The Dorset Ooser
The Ooser was written about in Doreen Valiente's ABC's of Witchcraft and in Margaret Murray's The God of the Witches. It was a hollow mask made of painted wood, trimmed with fur, and crowned with bull's horns. The lower jaw of the Ooser was movable, and it possessed a strange convex boss on its forehead. Valiente claims that this boss was representative of the third eye, a seat of psychic power.
The original Ooser mask disappeared in 1897, though a modern replica, made in 1975 by John Byfleet, is held in the Dorset County Museum, where it is taken out as a part of a procession of Morris dancers atop the Cerne Abbas giant on May Day and St George's Day, though some records indicate that in the 19th century it was paraded at Christmas instead.
It is unknown when the original mask was made, but appeared to be in a tradition of making animal and grotesque masks to be worn in procession; in the 7th century book Liber Poenitentialis by the then Archbishop of Canterbury, Theodore, he stated:
"whoever at the kalends of January goes about as a stag or bull; that is, making himself into a wild animal and dressing in the skin of a herd animal, and putting on the heads of beast, those who in such wise transform themselves into the appearance of a wild animal, penance for three years because this is devilish".
The etymology of the word "ooser" is of special interest to we Indiana witches, as we Indiana natives are labeled by the strange moniker "hoosier", which is a variation of ooser. The Indiana Historian Jacob Piatt Dunn, Jr. found that the word, "hoosier" was used, in the south, to refer to woodsmen and rough hill people. Mr. Piatt traced this word back to England and the word "hoozer," meaning anything large in the Cumberland dialect. This was derived from the Anglo-Saxon "hoo" meaning high or hill. Mr. Pratt suggests that this word was brought from England and applied to people who lived in the southern mountains. This word then migrated north to the southern hills of Indiana. "Hoosier" is still sometimes used in the southern United States to characterize someone who is less then sophisticated, or more bluntly, an "ignorant rustic."
Thus, a hoosier is a Pagan!
The Head of Atho
The Head of Atho was claimed by Raymond Howard and The Coven of Atho to be a genuine relic of the ancient rites of Witchcraft. Although an article in the Eastern Daily Press from March 6 1967, stated that laboratory examination had shown the statue to be carved of English Oak around 2200 years ago, the head was recently proven to be a fake.
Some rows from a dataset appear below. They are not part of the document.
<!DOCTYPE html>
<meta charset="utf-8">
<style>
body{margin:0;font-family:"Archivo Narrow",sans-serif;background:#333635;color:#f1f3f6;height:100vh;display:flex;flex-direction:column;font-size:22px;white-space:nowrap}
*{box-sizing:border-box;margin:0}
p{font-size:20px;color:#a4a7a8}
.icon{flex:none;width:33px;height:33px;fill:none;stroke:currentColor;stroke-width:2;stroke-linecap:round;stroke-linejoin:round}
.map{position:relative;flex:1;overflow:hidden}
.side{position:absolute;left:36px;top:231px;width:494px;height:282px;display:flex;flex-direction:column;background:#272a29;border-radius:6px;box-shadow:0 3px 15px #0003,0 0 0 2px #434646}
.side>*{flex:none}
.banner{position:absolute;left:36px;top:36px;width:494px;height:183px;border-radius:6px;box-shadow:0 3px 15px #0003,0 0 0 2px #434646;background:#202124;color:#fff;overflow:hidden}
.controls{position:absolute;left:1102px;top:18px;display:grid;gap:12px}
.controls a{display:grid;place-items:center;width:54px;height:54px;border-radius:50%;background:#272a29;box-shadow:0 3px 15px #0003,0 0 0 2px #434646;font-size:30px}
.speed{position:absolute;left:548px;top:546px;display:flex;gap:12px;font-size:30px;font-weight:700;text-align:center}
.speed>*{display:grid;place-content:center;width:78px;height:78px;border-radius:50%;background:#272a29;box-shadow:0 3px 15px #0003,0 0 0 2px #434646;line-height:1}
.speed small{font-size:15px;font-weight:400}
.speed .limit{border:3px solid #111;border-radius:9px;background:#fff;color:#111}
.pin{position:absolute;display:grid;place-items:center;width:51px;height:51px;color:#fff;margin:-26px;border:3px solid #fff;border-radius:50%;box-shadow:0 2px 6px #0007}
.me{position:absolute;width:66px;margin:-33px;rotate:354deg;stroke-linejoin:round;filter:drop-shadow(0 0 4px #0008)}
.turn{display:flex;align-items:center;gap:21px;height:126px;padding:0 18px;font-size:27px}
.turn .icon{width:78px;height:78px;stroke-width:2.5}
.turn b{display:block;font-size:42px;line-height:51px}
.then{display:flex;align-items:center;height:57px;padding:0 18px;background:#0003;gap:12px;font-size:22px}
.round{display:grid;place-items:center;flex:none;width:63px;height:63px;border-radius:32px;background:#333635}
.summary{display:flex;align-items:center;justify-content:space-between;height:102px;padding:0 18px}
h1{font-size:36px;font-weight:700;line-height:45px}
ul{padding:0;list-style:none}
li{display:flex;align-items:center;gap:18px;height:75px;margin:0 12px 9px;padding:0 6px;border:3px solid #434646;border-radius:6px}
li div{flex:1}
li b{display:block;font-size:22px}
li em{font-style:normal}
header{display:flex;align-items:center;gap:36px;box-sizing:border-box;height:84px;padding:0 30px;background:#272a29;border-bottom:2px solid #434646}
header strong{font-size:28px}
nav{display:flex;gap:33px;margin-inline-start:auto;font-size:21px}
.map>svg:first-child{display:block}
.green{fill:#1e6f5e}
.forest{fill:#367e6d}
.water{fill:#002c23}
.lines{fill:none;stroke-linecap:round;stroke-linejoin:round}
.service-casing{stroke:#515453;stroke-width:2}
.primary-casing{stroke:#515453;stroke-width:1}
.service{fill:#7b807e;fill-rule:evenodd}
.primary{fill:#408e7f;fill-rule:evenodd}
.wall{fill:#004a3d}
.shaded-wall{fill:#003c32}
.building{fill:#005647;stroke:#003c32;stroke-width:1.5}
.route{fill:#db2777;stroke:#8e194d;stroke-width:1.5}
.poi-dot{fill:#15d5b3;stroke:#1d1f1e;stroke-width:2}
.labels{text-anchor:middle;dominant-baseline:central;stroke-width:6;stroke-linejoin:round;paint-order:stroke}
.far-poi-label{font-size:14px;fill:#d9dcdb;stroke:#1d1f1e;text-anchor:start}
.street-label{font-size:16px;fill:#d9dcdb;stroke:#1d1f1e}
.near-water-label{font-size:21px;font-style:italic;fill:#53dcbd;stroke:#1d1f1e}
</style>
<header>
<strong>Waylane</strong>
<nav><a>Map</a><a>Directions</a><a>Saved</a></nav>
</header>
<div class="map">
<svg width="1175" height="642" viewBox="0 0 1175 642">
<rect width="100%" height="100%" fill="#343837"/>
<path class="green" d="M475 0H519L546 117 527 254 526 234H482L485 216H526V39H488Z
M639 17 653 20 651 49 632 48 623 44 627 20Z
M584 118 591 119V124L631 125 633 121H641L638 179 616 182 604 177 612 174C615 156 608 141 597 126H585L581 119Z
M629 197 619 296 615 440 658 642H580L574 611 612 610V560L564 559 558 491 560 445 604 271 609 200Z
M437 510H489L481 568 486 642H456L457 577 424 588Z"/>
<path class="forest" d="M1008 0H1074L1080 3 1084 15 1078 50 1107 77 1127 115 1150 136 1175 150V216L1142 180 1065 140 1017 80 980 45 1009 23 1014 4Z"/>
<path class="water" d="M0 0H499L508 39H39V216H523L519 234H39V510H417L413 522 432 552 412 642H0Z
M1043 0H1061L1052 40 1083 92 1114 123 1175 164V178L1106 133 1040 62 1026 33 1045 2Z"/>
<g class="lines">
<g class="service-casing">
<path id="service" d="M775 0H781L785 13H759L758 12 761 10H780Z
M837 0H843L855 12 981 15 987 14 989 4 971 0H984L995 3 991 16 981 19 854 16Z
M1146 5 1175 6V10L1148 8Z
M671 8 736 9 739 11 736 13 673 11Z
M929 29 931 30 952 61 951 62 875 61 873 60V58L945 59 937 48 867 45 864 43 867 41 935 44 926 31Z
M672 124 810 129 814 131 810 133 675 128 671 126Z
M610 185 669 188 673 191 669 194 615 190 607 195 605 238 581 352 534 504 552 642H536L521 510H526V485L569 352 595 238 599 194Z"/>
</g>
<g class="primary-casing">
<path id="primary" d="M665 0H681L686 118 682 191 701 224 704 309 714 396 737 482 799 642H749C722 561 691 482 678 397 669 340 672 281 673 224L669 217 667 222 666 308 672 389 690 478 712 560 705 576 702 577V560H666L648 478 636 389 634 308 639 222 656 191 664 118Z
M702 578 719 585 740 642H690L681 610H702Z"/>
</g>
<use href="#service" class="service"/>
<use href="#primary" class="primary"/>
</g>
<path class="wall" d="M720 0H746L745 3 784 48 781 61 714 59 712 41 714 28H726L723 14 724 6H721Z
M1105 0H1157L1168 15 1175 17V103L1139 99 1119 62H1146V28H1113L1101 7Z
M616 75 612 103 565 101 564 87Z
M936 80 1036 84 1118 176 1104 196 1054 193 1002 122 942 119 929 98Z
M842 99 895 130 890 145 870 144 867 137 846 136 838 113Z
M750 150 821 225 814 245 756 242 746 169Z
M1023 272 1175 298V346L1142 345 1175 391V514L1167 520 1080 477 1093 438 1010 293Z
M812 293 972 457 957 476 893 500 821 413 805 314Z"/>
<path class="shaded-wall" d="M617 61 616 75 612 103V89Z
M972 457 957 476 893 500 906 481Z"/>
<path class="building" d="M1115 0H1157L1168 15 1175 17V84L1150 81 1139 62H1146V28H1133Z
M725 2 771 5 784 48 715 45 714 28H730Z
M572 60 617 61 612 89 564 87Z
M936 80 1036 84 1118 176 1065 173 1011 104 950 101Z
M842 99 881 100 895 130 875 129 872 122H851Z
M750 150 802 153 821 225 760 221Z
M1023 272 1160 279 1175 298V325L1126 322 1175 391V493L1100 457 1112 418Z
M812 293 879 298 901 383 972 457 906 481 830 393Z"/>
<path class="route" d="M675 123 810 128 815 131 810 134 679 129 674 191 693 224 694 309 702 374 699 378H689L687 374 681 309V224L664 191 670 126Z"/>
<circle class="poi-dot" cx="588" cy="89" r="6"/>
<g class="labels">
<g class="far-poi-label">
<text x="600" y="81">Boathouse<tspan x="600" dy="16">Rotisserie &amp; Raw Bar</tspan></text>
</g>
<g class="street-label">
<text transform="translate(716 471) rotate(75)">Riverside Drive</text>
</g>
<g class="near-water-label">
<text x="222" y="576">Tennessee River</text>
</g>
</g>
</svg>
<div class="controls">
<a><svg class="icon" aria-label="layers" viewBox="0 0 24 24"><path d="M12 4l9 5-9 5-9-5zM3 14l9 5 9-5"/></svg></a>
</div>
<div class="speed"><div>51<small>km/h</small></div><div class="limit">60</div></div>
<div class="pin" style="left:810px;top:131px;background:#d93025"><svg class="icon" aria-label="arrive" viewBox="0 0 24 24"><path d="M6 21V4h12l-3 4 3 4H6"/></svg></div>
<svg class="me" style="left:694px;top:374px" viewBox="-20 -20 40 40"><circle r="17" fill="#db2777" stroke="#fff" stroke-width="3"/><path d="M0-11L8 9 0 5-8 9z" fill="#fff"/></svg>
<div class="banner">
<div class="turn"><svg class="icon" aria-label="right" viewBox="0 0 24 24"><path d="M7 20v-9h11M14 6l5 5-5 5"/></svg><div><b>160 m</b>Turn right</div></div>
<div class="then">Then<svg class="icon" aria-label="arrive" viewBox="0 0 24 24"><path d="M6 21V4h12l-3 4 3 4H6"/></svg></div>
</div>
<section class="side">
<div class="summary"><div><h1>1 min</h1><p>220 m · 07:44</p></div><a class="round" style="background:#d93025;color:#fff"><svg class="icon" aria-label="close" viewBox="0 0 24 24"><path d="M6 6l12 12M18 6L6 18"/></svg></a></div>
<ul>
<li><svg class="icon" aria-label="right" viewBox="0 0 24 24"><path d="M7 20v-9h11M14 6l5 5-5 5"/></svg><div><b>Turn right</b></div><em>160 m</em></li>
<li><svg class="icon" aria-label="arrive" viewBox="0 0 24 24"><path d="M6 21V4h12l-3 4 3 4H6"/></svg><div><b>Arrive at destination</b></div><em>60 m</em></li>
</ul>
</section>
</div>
"It is hollow and has many witchcraft symbols carved on it... When a small crucible of water with a lighted candle under it, is placed in the back of the head, the result is awe-inspiring. The red glass eyes of the head light up and steam emits from the tips of the horns."
Only a month after the newspaper report, in April 1967, the head was stolen from Howard's shop, and was the only item taken in the robbery. It has never been recovered.
Doreen Valiente suggests that "Atho" is a corruption of the Welsh Arddhu, or Dark One.
Heads in Celtic Worship
Why masks of the Horned God? Why not horned crowns, or full statuary? The imagery of the talking head is widely considered to derive from the ancient Celtic "cult of the head"; the head was considered the home of the soul. Celts had a reputation as head hunters. According to Paul Jacobsthal,
"Amongst the Celts the human head was venerated above all else, since the head was to the Celt the soul, centre of the emotions as well as of life itself, a symbol of divinity and of the powers of the other-world."Arguments for a Celtic cult of the severed head include the many sculptured representations of severed heads in La Tène carvings, and the surviving Celtic mythology, which is full of stories of the severed heads of heroes and the saints who carry their decapitated heads, right down to Sir Gawain and the Green Knight, where the Green Knight picks up his own severed head after Gawain has struck it off, just as St. Denis carried his head to the top of Montmartre. The head of Bran is said to protect the British people and was said to continue to speak prophesy even after death.
The ravens of the Tower of London are said to belong to Bran, whose name means "raven". It is said that should these ravens ever leave -- and Bran's blessing be revoked -- that Britain shall fall.